• _What to do_
If a line in the records below contains "from", copy that line.

Task inputs START

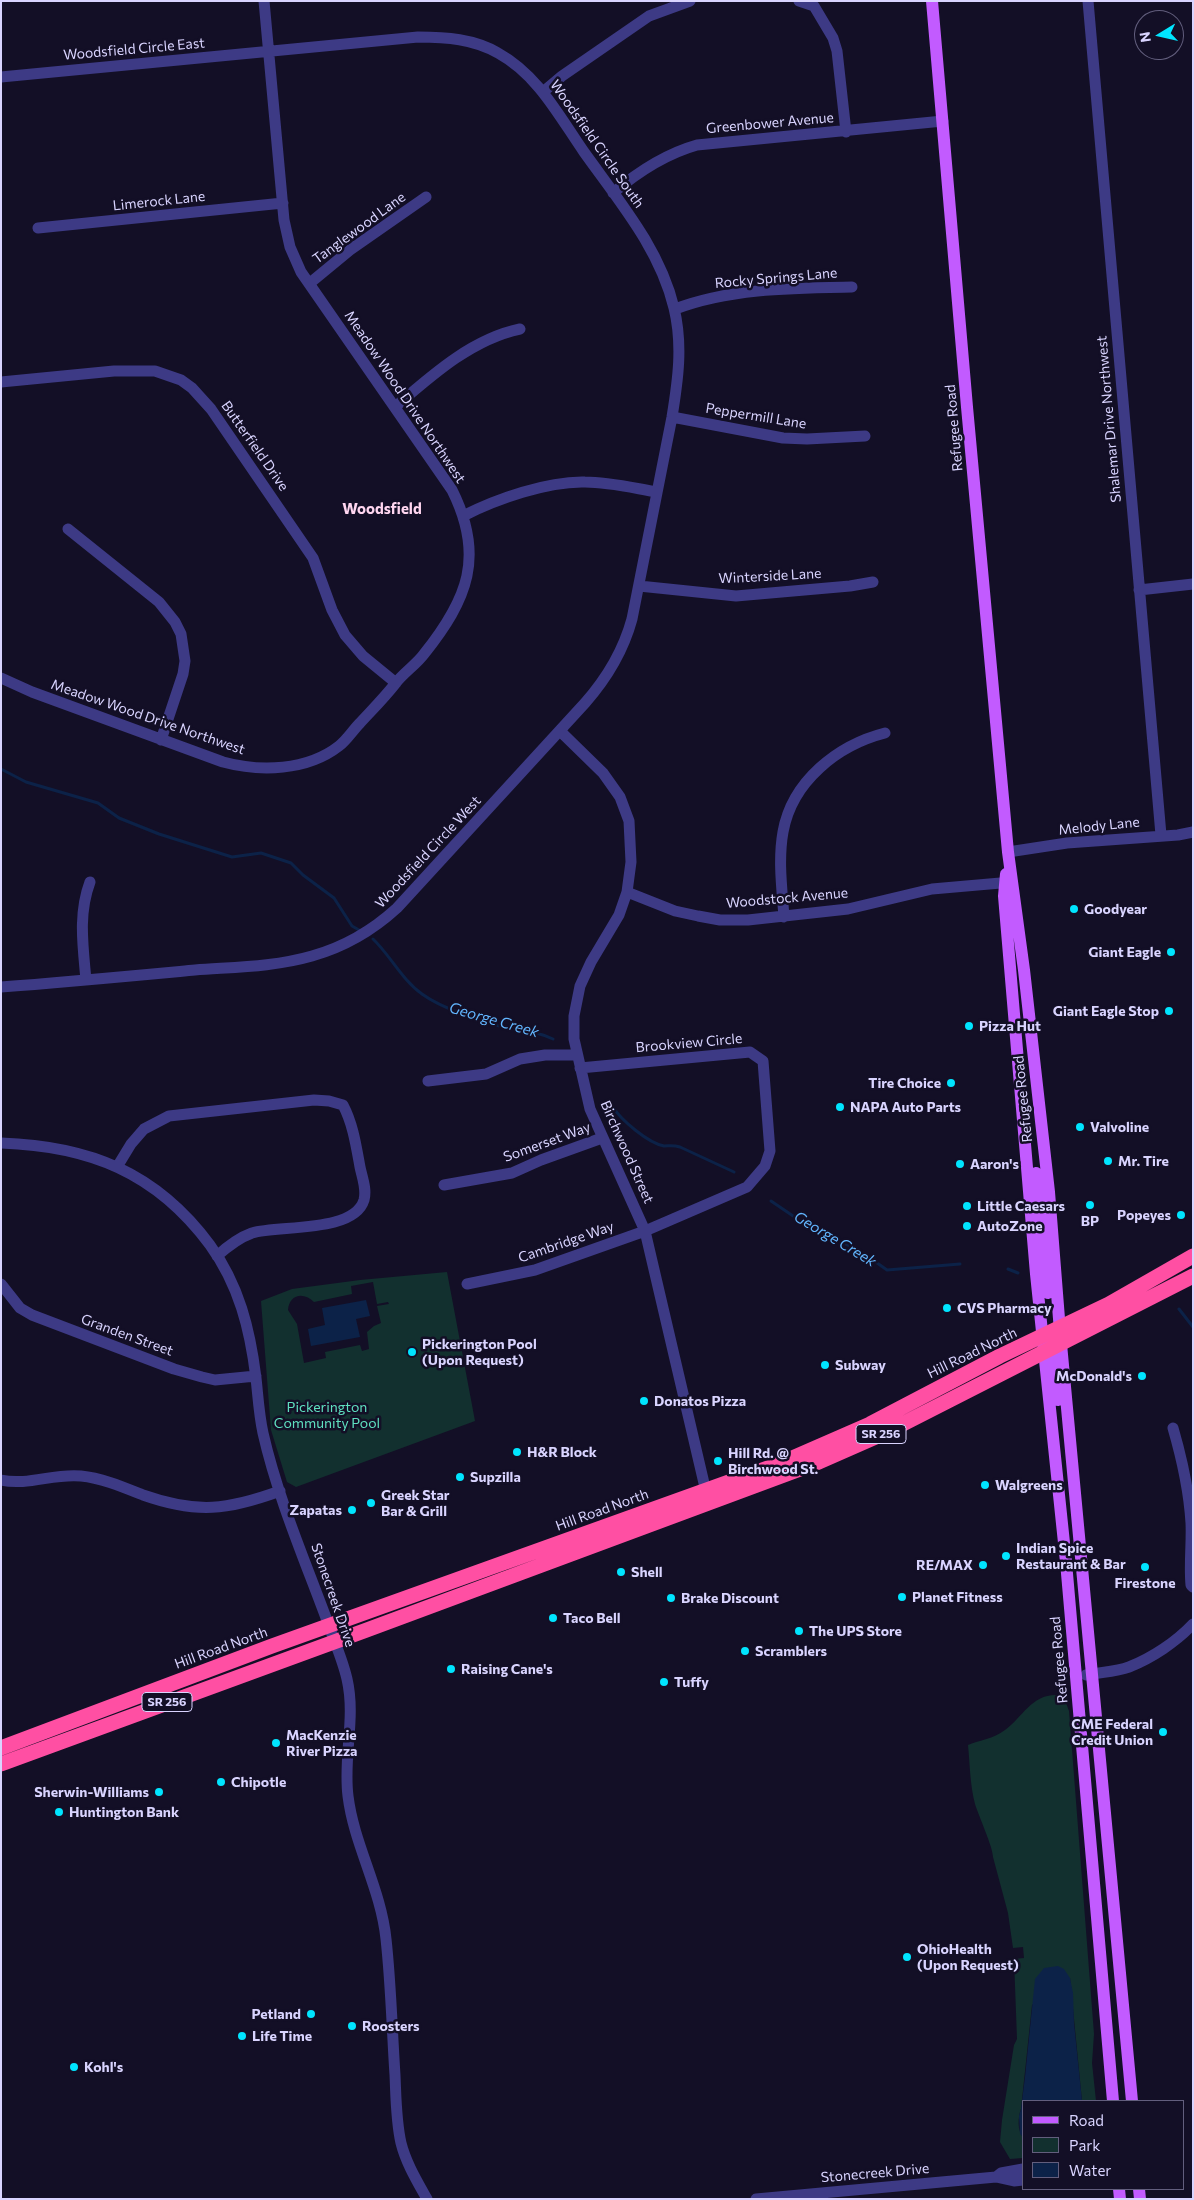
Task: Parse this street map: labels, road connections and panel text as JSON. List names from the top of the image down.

Task inputs END
Task inputs START

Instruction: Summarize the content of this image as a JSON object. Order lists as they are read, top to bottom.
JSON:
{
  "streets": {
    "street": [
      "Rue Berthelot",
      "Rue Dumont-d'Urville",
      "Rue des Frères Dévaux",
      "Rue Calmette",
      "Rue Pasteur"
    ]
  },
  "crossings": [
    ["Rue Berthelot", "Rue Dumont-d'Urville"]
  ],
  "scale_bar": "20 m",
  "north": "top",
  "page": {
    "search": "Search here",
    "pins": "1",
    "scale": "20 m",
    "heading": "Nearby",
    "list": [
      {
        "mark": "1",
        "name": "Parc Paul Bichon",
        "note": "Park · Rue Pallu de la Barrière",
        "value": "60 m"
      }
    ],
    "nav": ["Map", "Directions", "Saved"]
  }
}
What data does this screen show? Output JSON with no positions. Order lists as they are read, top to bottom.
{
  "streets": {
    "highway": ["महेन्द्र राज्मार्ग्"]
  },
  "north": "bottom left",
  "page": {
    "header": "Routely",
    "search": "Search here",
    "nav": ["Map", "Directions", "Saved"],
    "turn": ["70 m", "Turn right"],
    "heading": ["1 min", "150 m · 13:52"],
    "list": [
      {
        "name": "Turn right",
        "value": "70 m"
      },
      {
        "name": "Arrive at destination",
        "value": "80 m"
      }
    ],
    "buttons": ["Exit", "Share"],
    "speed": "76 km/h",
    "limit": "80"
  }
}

Task inputs END
Task inputs START

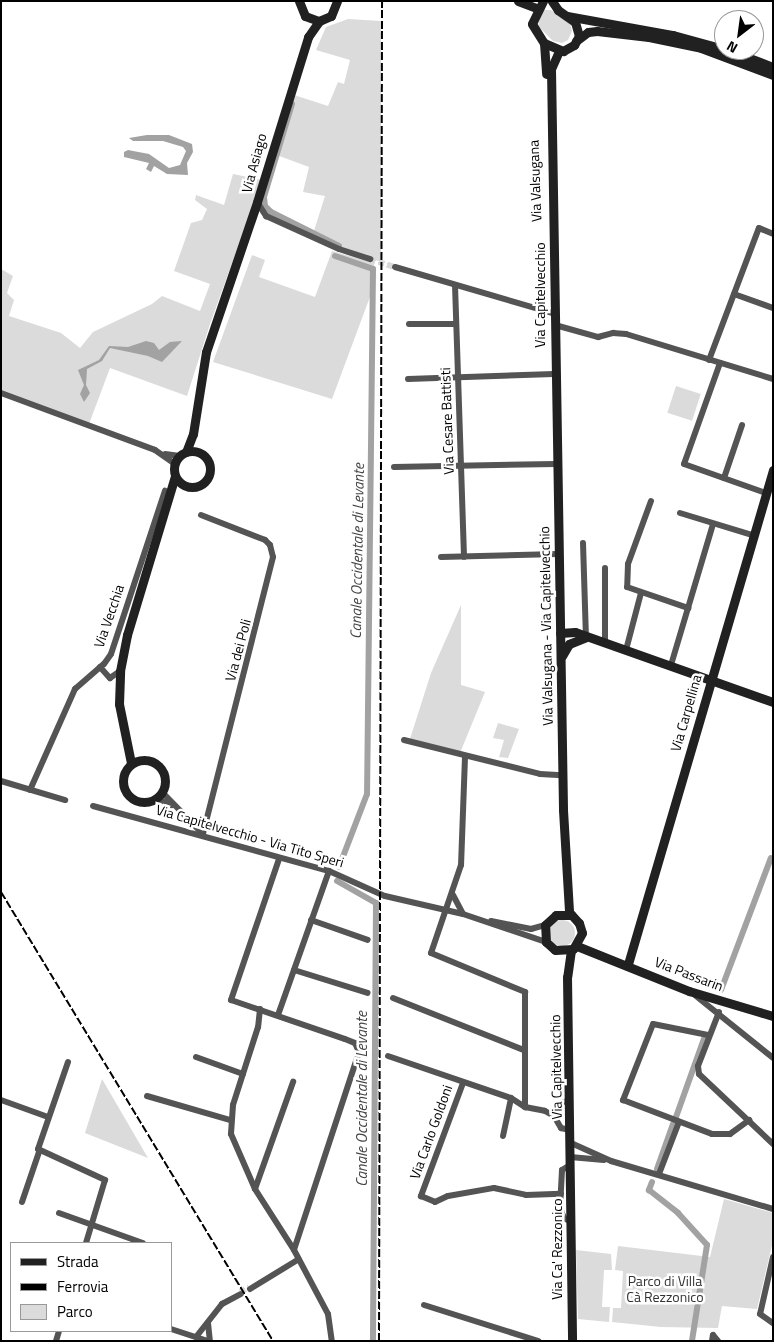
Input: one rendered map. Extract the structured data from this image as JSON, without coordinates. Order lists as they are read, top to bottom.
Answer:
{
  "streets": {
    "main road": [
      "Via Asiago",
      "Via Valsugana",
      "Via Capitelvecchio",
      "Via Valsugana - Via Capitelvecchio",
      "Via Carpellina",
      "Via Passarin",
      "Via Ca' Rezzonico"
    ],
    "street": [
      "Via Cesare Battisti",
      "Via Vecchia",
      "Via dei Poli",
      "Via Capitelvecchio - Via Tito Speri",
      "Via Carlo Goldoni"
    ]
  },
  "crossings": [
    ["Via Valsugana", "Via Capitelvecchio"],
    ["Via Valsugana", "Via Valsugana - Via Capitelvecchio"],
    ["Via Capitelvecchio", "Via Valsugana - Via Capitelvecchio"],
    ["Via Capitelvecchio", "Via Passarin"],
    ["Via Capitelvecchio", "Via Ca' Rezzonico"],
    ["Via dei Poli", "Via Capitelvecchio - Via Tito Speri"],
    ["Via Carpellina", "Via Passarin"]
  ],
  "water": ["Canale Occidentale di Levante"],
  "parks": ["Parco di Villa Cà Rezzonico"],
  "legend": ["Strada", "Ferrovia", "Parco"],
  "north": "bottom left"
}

Task inputs END

• _Exercise response_
Task: Parse this street map: labels, road connections and panel text as JSON. List names from the top of the image down.
Input: one rendered map. Extract the structured data from this image as JSON, without coordinates. Order lists as they are read, top to bottom.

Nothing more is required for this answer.